My nana Mavis will turn 92 next month.  She’s outlived her husband by 22 years and recently recovered fully from a stroke where we thought we might lose her. She’s a family treasure and a real character and my favourite story about her is that she never learned to drive because one time Poppa tried to teach her and she drove his new car into a flax bush.

Poppa had a good job and helped with the gardening and home repairs but when it came to looking after their five kids, Nan swears he didn’t even know how to boil water. For years they lived in a convenient spot in Mt Roskill with local shops which sold most of what they needed. Then Poppa had the awesome idea of moving to a chicken farm in the Waitakere Ranges.
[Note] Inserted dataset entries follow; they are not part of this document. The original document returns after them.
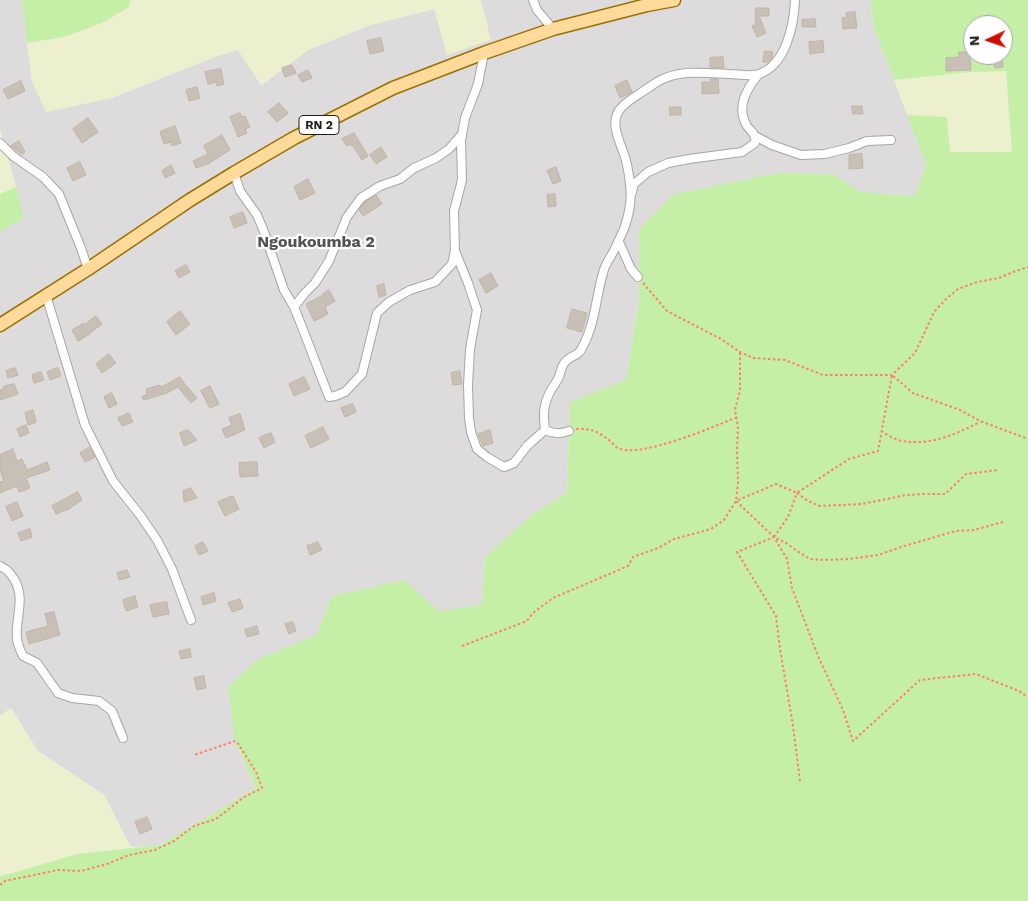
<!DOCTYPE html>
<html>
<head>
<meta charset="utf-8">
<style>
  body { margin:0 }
  #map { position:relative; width:1028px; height:901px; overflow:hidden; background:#f0ede4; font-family:"Work Sans",sans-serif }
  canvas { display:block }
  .north { position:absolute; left:963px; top:15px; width:50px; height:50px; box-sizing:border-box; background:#fff; border:1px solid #a5a5a5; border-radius:50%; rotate:267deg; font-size:14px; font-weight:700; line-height:20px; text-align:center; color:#1f1f1f }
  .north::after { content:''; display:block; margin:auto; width:18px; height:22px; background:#cd0e00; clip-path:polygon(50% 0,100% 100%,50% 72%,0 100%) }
</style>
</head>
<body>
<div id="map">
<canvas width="1028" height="901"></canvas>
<div class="north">N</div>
</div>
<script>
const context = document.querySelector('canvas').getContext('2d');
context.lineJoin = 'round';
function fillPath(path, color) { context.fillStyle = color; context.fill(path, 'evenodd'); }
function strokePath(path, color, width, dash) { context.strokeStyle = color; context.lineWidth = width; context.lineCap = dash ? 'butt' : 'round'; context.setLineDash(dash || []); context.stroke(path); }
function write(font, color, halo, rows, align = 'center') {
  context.font = font + ' "Work Sans",sans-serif'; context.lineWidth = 4.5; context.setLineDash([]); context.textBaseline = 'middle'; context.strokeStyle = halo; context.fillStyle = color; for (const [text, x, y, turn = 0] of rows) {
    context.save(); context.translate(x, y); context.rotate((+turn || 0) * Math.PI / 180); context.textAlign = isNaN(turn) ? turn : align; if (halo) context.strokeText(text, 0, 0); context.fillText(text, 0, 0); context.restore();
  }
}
const residential = new Path2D(`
  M0,0H22L32,82L218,56L238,50L262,85L308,50L370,25L435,9L448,55L481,0H870L874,28L926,164L915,196L861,192L832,174L778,173L674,194L639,229V300L626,381L570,402L567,493L532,515L485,557L482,605L438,612L404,580L332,596L317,635L258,659L235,741L256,788L160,845L131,847L104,795L38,751L11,708L0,716V232L24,218L0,129Z`);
const farmland = new Path2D(`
  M131,0H481L491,40L447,55L434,9L370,25L308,50L261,85L238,50L218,56L112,98L46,112L32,82L27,43L64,37L129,7Z
  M1006,70L1012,152H950L947,117L907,115L894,80L970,72Z
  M0,129L16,187L0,194Z
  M11,708L38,751L104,795L131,847L77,854L16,872L0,876V716Z`);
const grass = new Path2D(`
  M22,0H131L129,7L102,23L64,37L27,43Z
  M870,0H1028V901H0V876L16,872L77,854L160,845L256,788L235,741L228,687L258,659L317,635L332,596L404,580L438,611L482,605L485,557L532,515L567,493L570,402L626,380L639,300V229L674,194L778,173L832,174L861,192L915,196L926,164L907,115L947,117L950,152H1012L1006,71L970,72L894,80L874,28ZM973,25H1003V55H973Z
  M16,187L24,218L0,232V194Z`);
const building = new Path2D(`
  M756,8H769V16H759L766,33L757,37L752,26L755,25Z
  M855,12L857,28L843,29L842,18L847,17L846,13Z
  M815,19L816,27H802V20Z
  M381,38L384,51L370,54L367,41Z
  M823,41L824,52L810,54L809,42Z
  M765,51L773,52L772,58L768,62H763Z
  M959,52H970L971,70L946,71V58L959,57Z
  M994,56H1002L1003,67L995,68Z
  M723,57L724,68L710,67V58Z
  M292,65L296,73L285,77L282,68Z
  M221,69L224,84L217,86L216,82L208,84L205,72Z
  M308,70L312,78L302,82L298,75Z
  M711,79H718L719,93L702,94V82H711Z
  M627,80L632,92L620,98L615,86Z
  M21,81L25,91L8,99L3,90Z
  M197,87L200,98L189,101L186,90Z
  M279,103L288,113L277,122L268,112Z
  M852,106H862L863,114H853Z
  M670,107H681V115H670Z
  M240,113L242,117L245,116L250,127L245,129L247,133L238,137L230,117Z
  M88,118L98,132L82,143L73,129Z
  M175,126L181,143L172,146L171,142L164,144L160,132Z
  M354,133L368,156L362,160L353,146H352L351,144L347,146L342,139Z
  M222,135L230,150L208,164L196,168L193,161L208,154L204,146Z
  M19,141L25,152L21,154L11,146Z
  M381,147L387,157L376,164L370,155Z
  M862,154L863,168L849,169V155Z
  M80,162L86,175L73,181L67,168Z
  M171,165L175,173L165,178L162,171Z
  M556,167L561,181L553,184L547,171Z
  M308,179L315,193L300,200L294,187Z
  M555,194L556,206L548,207L547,195Z
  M376,195L382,204L363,216L359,210L365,202Z
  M243,212L247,223L234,228L230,217Z
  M186,265L190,272L179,278L175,271Z
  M491,273L498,286L486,293L479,280Z
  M384,284L386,295L379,297L377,286Z
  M329,290L335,301L325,307L328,314L314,321L306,304L323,295V294Z
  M572,309L587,313L582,332L567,328Z
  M180,311L190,324L176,335L167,322Z
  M96,316L102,324L90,333V334L78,341L72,330L84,323L85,324Z
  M109,354L116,363L102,373L96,364Z
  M15,368L18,375L8,378L6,371Z
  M58,368L61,376L50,380L47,372Z
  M460,371L462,384L453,385L451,373Z
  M41,372L44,380L34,383L32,375Z
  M180,377L184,383L197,398L191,403L178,387L167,393L144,400L142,397L147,394L146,389L160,385L161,387Z
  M304,377L310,389L294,396L289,384Z
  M14,384L18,394L0,400V390L3,389V387Z
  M210,386L219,404L210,408L201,391Z
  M112,393L117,404L109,408L104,397Z
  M353,404L356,412L345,417L341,408Z
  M33,410L36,422L28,425L25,413Z
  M129,413L133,422L122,426L118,418Z
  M240,414L245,430L226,438L222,429L232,425L229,418Z
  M26,425L29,433L20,437L17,429Z
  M323,427L329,439L311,448L305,436Z
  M188,430L197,440L184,446L180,433Z
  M490,430L493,443L483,446L478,434Z
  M271,433L275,442L264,448L259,438Z
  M90,447L95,457L85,462L80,453Z
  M13,449L17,461L22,459L27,470L47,462L50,470L26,478L30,488L19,492L17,486L0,493V482L4,481L0,470V455Z
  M257,462L258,476L240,477L239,463Z
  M191,488L197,498L184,502L183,491Z
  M78,492L82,500L69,509L56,514L52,506Z
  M233,496L239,509L225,516L218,502Z
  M17,502L23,516L12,521L6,507Z
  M30,529L32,537L21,541L18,533Z
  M203,542L208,551L199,555L195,546Z
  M318,542L322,550L310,555L307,546Z
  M127,570L130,577L119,580L117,573Z
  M214,593L216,601L203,605L201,597Z
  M135,596L138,607L126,611L123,600Z
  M240,599L243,608L232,612L228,603Z
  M167,602L169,614L153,617L150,605Z
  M54,612L60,635L29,644L26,632L48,626L45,614Z
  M293,622L296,631L289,634L285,624Z
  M257,626L259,634L247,637L245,630Z
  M190,649L191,657L181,659L179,651Z
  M204,676L206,688L197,690L194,678Z
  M147,817L152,829L140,834L135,822Z`);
const path = new Path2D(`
  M643,283L667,311L721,339L740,352L753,358L785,360L823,375H892L915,353L934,312L946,299L958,289L977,282L999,278L1013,272L1028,267
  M576,429C591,428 600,432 611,442C613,444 616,448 620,449C642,457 714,427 737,417
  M881,431C886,434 892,438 898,440C928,447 954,435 980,422
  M1003,522L974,530L956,531L904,546L878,555L849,559L824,560L810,559L800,553L786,543L774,537L736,501L776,484L797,493L849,459L878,451L892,375L913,393L960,410L980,421L1028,439
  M774,537L788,517L797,493L808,501L820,506L862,504L906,495L924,494H945L966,474L998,470
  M462,646L527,621L533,613L553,598L628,566L633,557L658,548L674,539L711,529L724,520L736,501L738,482L737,450L738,428L735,409L740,391V352
  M800,781L793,726L780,649L776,616L737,552L774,537L787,559L792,588L818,656L843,710L853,741L920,680L976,674L1019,691L1028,697
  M0,885L5,881L58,870L81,871L107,864L129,855L155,850L174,841L194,826L216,819L244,797L262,788L256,772L237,742L235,741L194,755`);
const street = new Path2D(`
  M533,0L537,10L553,29
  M755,136L772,145L801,155L825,154L849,148L867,141L891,140
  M0,143L13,156L43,177L59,194L81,248L88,269
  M234,173L240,191L257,215L263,229L284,290L294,307L302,327L329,397L335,396L345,392L362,374L377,313L389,302L410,290L435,282L452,264L455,251L454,211L462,180L461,141L465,118L478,84L484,53
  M632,192L634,184L648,172L668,163L689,159L742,152L755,143C756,133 752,133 747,126C736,107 746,90 758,75
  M619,242L631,269L638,277
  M455,251L468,283L477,310L470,349L468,385L469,418L471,432L477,449L487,457L504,467L514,463L527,446L545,430
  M46,295L85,425L113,481L140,515L157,540L172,569L191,620
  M294,307L305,293L315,283L329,261L347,217L361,198L380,186L400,179L414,168L436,158L449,149L462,134
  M545,430C543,414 543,405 551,390C553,386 557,382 559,377C561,371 561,365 567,360C574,354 578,357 583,346C595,324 596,297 603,273C604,267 608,261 611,256C616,247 620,238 624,229C629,215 632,198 630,184C629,174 627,163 624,154C619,140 609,121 621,108C627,101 635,97 642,92C650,87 657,81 665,78C685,70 708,73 729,74C737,74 752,77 759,74C786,65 794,25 795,0
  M545,430C554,434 560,434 569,431
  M0,566C8,570 9,572 14,579C26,598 15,618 17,638C17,644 20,650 23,656L37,663L58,693L72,698L99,701L112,711L123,738`);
const primary = new Path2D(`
  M0,325L88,269L190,200L234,173L294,138L393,88L484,53L553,29L647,5L674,0`);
const shields = [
  [319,125,40]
];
const shieldNames = [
  ["RN 2",319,125]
];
const quarterNames = [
  ["Ngoukoumba 2",316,242]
];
fillPath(residential, '#dddbdb');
fillPath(farmland, '#ecf0ce');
fillPath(grass, '#c5eea6');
fillPath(building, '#c8c0b7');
strokePath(building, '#c3b4a5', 1);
strokePath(street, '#a6a6a6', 10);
strokePath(primary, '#997100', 15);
strokePath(path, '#ff8066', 2, [2.5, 2.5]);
strokePath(street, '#fff', 8);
strokePath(primary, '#ffda9a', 12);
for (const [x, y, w] of shields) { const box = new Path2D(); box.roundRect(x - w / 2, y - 9.5, w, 19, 4); context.fillStyle = '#fff'; context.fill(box); strokePath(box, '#1f1f1f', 1); }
write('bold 12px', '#1f1f1f', null, shieldNames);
write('bold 16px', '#525252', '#fff', quarterNames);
</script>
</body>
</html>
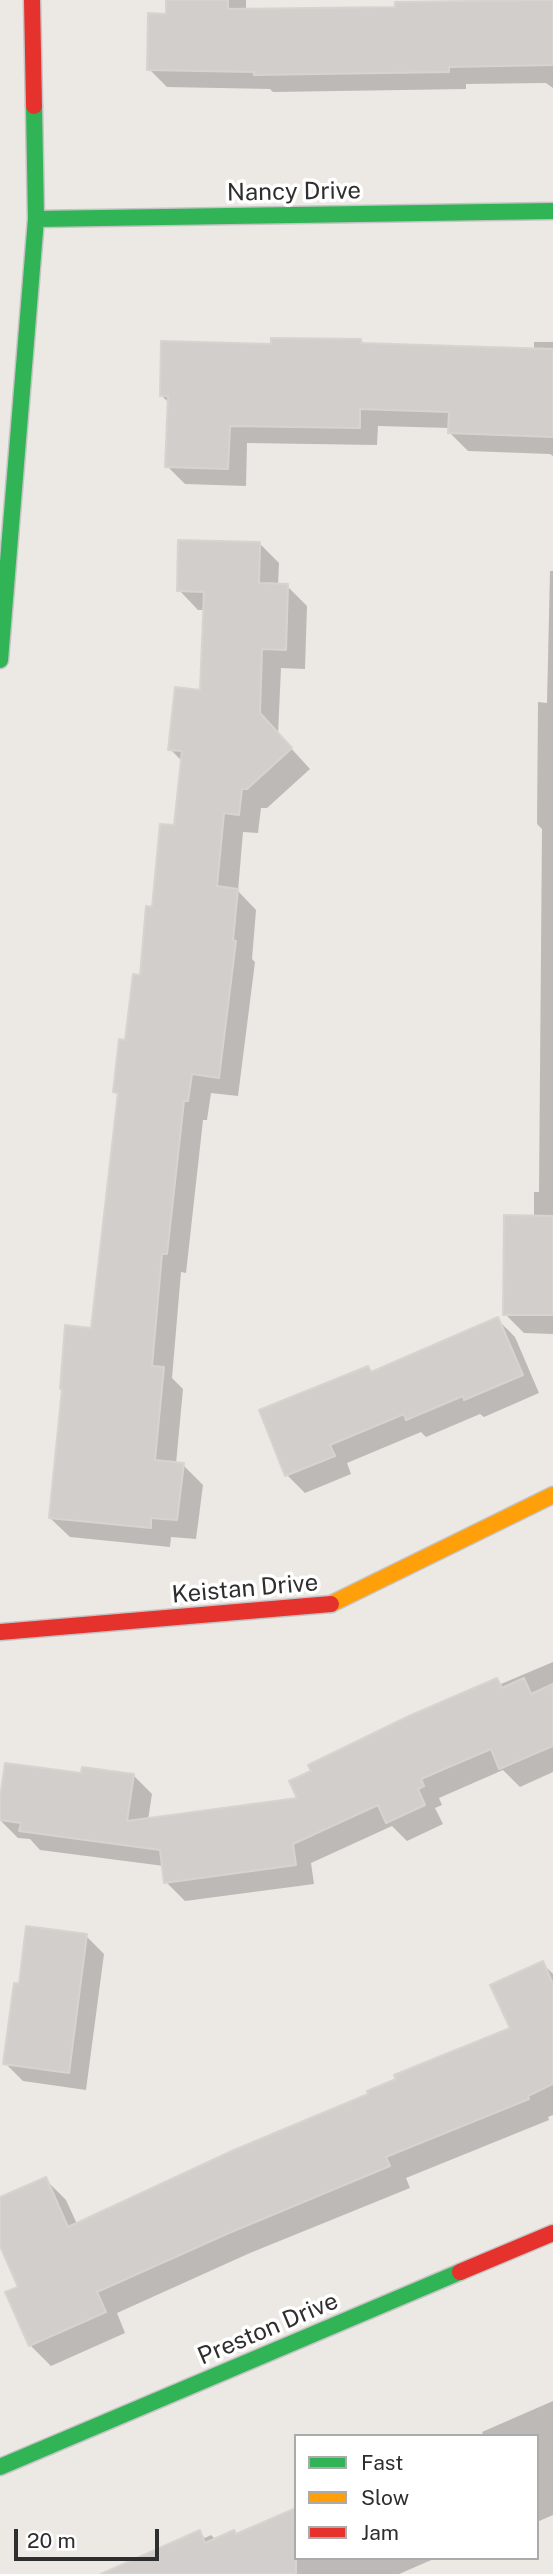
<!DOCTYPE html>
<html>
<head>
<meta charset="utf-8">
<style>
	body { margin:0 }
	#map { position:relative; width:553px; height:2574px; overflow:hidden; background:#ece8e4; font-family:"Public Sans",sans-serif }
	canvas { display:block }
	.legend { position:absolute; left:294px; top:2434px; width:245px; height:126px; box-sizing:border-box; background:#fff; border:2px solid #ababab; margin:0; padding:9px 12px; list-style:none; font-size:21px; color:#2e2e2e }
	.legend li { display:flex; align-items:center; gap:14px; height:35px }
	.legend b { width:35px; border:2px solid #ababab }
	.scale { position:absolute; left:14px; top:2529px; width:145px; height:32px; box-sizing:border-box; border:4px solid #2e2e2e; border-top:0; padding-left:9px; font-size:21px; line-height:24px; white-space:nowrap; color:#2e2e2e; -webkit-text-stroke:5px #fff; paint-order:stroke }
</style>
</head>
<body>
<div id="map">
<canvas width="553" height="2574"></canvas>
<ul class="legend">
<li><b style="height:9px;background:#30b455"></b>Fast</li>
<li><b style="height:9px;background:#ff9f0a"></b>Slow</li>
<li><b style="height:9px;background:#e5322d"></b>Jam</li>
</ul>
<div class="scale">20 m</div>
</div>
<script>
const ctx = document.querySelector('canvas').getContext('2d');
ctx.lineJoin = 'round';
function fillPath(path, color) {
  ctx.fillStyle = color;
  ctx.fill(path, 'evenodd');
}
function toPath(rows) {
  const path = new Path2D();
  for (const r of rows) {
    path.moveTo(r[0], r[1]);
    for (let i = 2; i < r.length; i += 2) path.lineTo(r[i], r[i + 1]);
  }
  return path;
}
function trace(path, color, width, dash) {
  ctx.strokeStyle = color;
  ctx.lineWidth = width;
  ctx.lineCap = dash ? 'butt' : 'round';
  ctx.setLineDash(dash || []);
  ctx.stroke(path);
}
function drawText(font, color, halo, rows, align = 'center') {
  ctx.font = font + ' "Public Sans",sans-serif';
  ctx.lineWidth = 7;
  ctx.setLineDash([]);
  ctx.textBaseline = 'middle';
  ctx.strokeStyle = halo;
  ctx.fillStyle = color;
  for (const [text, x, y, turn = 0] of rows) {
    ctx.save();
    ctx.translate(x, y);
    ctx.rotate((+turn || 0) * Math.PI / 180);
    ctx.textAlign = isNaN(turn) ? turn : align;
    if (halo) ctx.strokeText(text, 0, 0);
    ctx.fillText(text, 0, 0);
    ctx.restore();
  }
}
fillPath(toPath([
	[168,0,246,0,246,11,397,9,553,0,553,88,546,83,466,84,466,89,273,92,270,89,167,87,149,69,168,16],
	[361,340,365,345,534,350,534,342,553,342,553,456,550,454,468,451,450,433,450,428,378,426,377,445,247,443,246,486,185,484,167,466,169,403,161,395,273,346],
	[259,543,279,563,278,586,287,586,307,606,305,669,281,668,278,734,310,769,267,808,261,808,258,833,243,832,238,891,256,910,252,959,255,962,238,1096,211,1093,207,1120,203,1120,186,1273,181,1272,172,1378,183,1389,176,1464,183,1465,203,1485,196,1539,171,1537,170,1547,70,1537,50,1518,92,1330,120,1097,115,1092,142,977,154,909,175,827,183,762,170,749,202,692,205,610,198,610,179,590],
	[550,571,553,571,553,1334,524,1333,505,1314,534,1217,534,1192,539,1192,542,829,537,824,538,702,547,703],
	[497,1319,515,1337,539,1393,484,1417,480,1414,426,1437,421,1432,347,1463,351,1474,305,1493,287,1475,368,1368,373,1373],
	[553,1662,553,1772,520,1787,503,1770,439,1798,442,1805,435,1808,443,1824,407,1841,392,1826,311,1863,314,1884,185,1901,166,1882,164,1866,40,1850,30,1839,18,1838,0,1820,0,1810,82,1774,133,1775,152,1794,148,1820,300,1799,497,1680,501,1684],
	[86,1936,104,1954,86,2090,23,2081,5,2063,20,1986],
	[542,1963,553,1974,553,2115,548,2117,549,2120,406,2178,410,2188,250,2253,117,2313,125,2333,51,2366,30,2345,21,2288,0,2242,0,2199,45,2179,66,2200,77,2224,370,2095,512,2029],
	[553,2401,553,2515,537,2522,537,2436,484,2436,482,2432],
	[199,2532,205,2538,211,2535,216,2540,237,2535,296,2558,436,2558,399,2574,128,2574]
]), '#0003');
const building = toPath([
	[166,0,228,0,228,9,395,7,395,2,553,0,553,65,449,67,449,72,318,74,254,75,254,72,147,70,148,13,166,14,166,0],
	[271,338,361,339,361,343,553,349,553,437,448,433,449,412,360,409,360,428,230,426,228,469,165,467,168,396,160,396,161,341,271,344,271,338],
	[178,540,260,542,259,583,288,584,286,650,262,649,260,713,292,748,247,789,242,789,239,815,224,813,217,886,238,889,233,940,236,941,219,1078,192,1074,188,1101,184,1101,167,1254,162,1254,152,1366,164,1367,155,1460,184,1463,177,1520,151,1518,151,1528,49,1518,62,1389,60,1389,65,1325,91,1328,118,1093,113,1092,119,1039,125,1040,133,974,140,975,146,906,152,907,160,824,174,825,182,751,168,750,175,687,200,690,204,592,177,591,178,540],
	[504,1215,553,1216,553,1315,503,1315,504,1215],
	[498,1317,523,1375,464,1400,463,1396,406,1420,404,1414,330,1445,335,1456,285,1476,259,1410,368,1366,371,1372,498,1317],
	[497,1678,502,1688,524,1678,531,1694,553,1684,553,1746,499,1769,491,1749,421,1779,424,1786,418,1789,425,1805,386,1823,378,1805,293,1844,296,1865,164,1883,160,1850,19,1831,21,1823,0,1820,0,1798,5,1763,81,1773,82,1767,134,1774,127,1821,297,1798,289,1781,311,1771,308,1765,409,1716,497,1678],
	[26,1926,87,1934,69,2073,3,2064,14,1983,19,1984,26,1926],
	[543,1961,553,1984,553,2084,528,2096,529,2099,386,2157,390,2166,229,2233,97,2292,106,2312,29,2346,5,2292,18,2287,0,2246,0,2197,46,2177,68,2227,234,2150,368,2094,367,2091,396,2079,394,2075,510,2028,490,1985,543,1961],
	[296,2508,296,2574,101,2574,200,2530,205,2543,234,2530,236,2534,296,2508]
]);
fillPath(building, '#d1cecb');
trace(building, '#d7d4d0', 2);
const fast = toPath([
	[36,219,553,211],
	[0,660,36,219,34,106],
	[0,2467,460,2272]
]);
const slow = toPath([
	[331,1604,553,1495]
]);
const jam = toPath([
	[32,0,34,106],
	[0,1632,331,1604],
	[460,2272,553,2233]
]);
trace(fast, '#c5c4c5', 19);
trace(slow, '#c5c4c5', 19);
trace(jam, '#c5c4c5', 19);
trace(fast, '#30b455', 16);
trace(slow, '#ff9f0a', 16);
trace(jam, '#e5322d', 16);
drawText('24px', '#2e2e2e', '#fff', [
	["Nancy Drive",294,192,-1],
	["Keistan Drive",245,1589,-5],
	["Preston Drive",268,2329,-23]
]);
</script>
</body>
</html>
He kept his good job and Nana added ‘chicken wrangler’ to her list of jobs. She hated those chickens and the farm wasn’t a great success but when I ask her why they moved out there, she says: “Mick decided we were moving, so we moved”.

Since become a ‘housewife’ I’ve often wondered how Nana got it all done and how her days were different from mine. So yesterday I sat her down during a family lunch and asked her about life as a 1950s housewife. I find this stuff fascinating and could have listened for hours but she told me I’d asked too many bloody questions already. That’s my Nan!

How did you do the washing?

I did the washing in an electric copper. I boiled the clothes up and then rinsed them in the tub, put them through the ringer and then hung them on the line. When I had Barbara, my third child, we had a guy staying with us from England and he went crook because I only had an electric copper and he made Mick (my husband) go out and buy me a washing machine. I never had a dryer.

An 'electric copper' washing machine like my Nan used to use.
An ‘electric copper’ washing machine like my Nan used to use.

How long did it take to make dinner?

A couple of hours I suppose, not that long sometimes.

Where did you buy groceries?

At the grocer’s shop up on the corner of the road. There weren’t big supermarkets. We bought everything we needed from there, except for meat which we got from the butcher next door. There was a bookshop there too. Sometimes on the weekends we’d go for a drive to buy fruit and veges.

How did you get around without driving?

On the bus. If the neighbour next door was around she would mind the kids. I would catch the bus from Mt Roskill to town, get off at Karangahape Rd and get the Farmers free bus down to the Farmers. I always had clothing and things like that to buy.

Did you have a nursery or did your babies sleep in your room?

When they were very very tiny they slept in with us, but when they were older they had a room of their own. The three girls were in one room and then the two boys shared. We had them in our room till about six or seven weeks I suppose.

What did Poppa help with?

Oh nothing! Nothing. He couldn’t even boil water. He did the gardening and things like that. He couldn’t boil an egg or anything. What if you got sick and the kids needed to be fed? Well you never got sick in those days.

What did you do for fun on the weekends?

Oh well we’d often go out for a drive with the kids and that’s about all. Or we stayed at home.

When did you get to be alone and do things that you enjoyed?

Oh gosh Kelly, what a question to ask. On a Friday night I would go shopping but the kids would take turns coming along.

How did you keep all the kids clothed?

I sewed most of them.

How did you have time to get everything done?

You just made time. You just did everything when it needed to be done.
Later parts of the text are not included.